--- Extracted information Enclosed Below ---

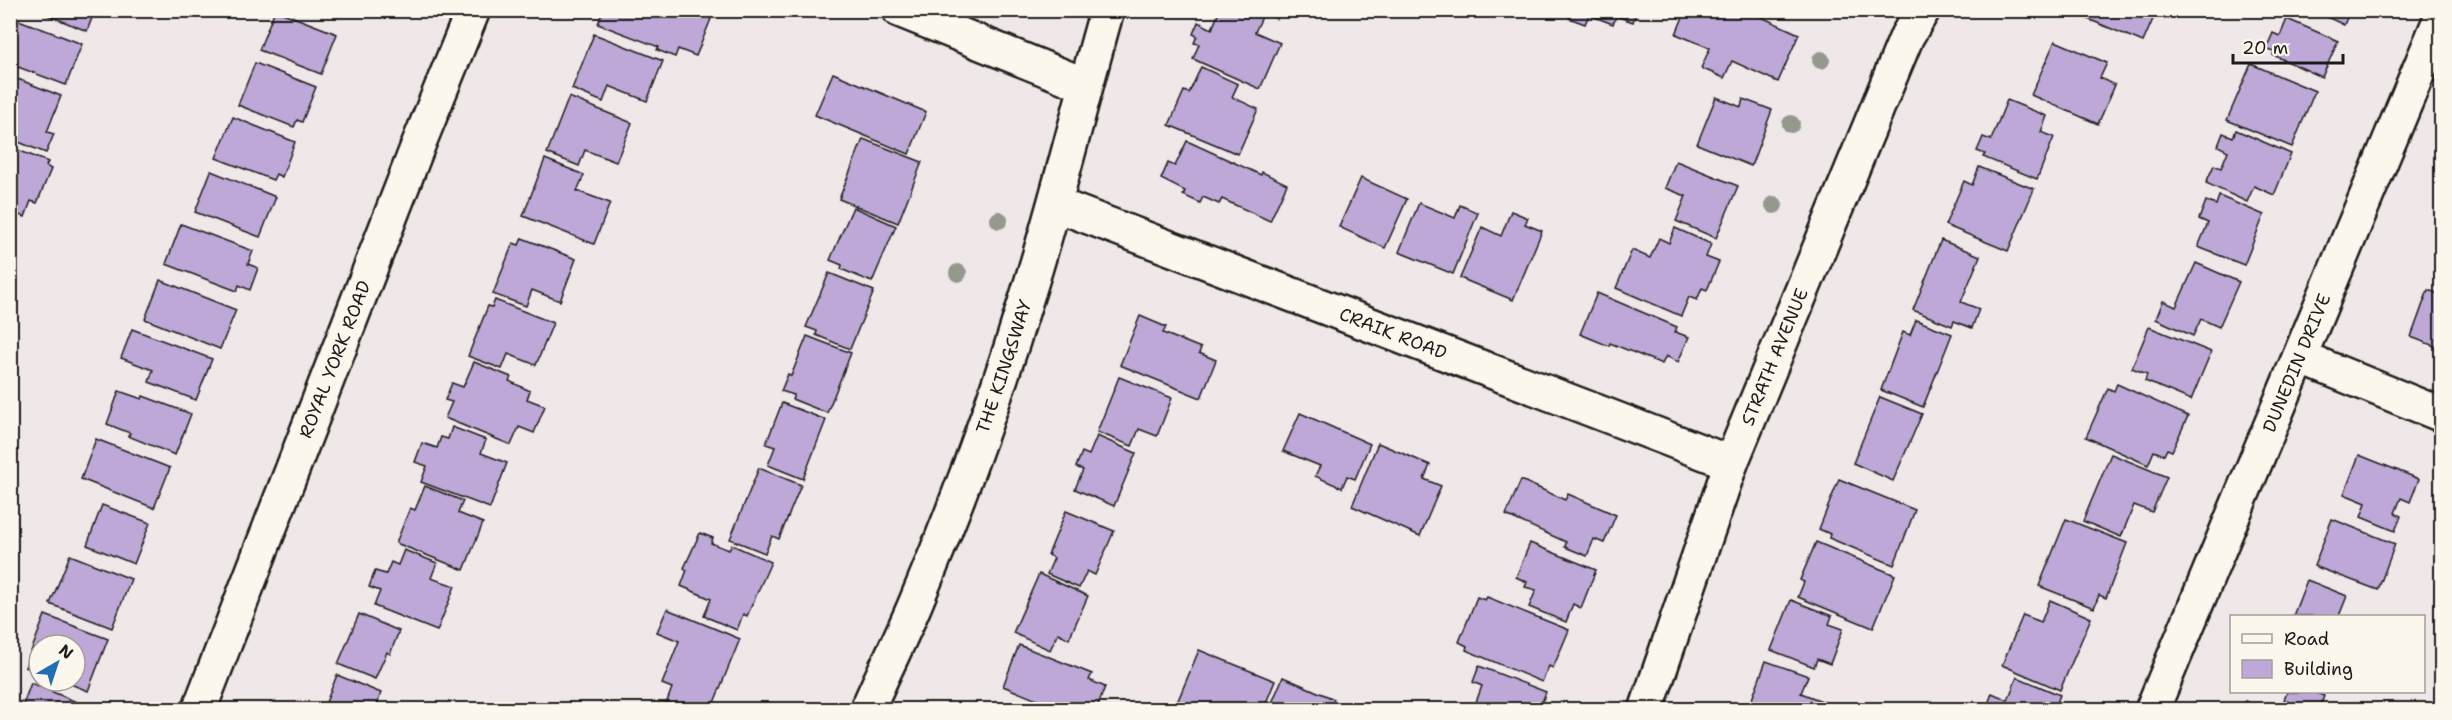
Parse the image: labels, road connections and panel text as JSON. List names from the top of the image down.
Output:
{
  "streets": {
    "street": [
      "CRAIK ROAD",
      "STRATH AVENUE",
      "ROYAL YORK ROAD",
      "DUNEDIN DRIVE",
      "THE KINGSWAY"
    ]
  },
  "crossings": [
    ["CRAIK ROAD", "STRATH AVENUE"],
    ["CRAIK ROAD", "THE KINGSWAY"]
  ],
  "legend": ["Road", "Building"],
  "scale_bar": "20 m",
  "north": "top right"
}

--- End of Enclosed Extracted information ---

Your assignment -
When copying the entries above, keep each word as it is and exclude any image.

Answer area -
Parse the image: labels, road connections and panel text as JSON. List names from the top of the image down.
Output:
{
  "streets": {
    "street": [
      "CRAIK ROAD",
      "STRATH AVENUE",
      "ROYAL YORK ROAD",
      "DUNEDIN DRIVE",
      "THE KINGSWAY"
    ]
  },
  "crossings": [
    ["CRAIK ROAD", "STRATH AVENUE"],
    ["CRAIK ROAD", "THE KINGSWAY"]
  ],
  "legend": ["Road", "Building"],
  "scale_bar": "20 m",
  "north": "top right"
}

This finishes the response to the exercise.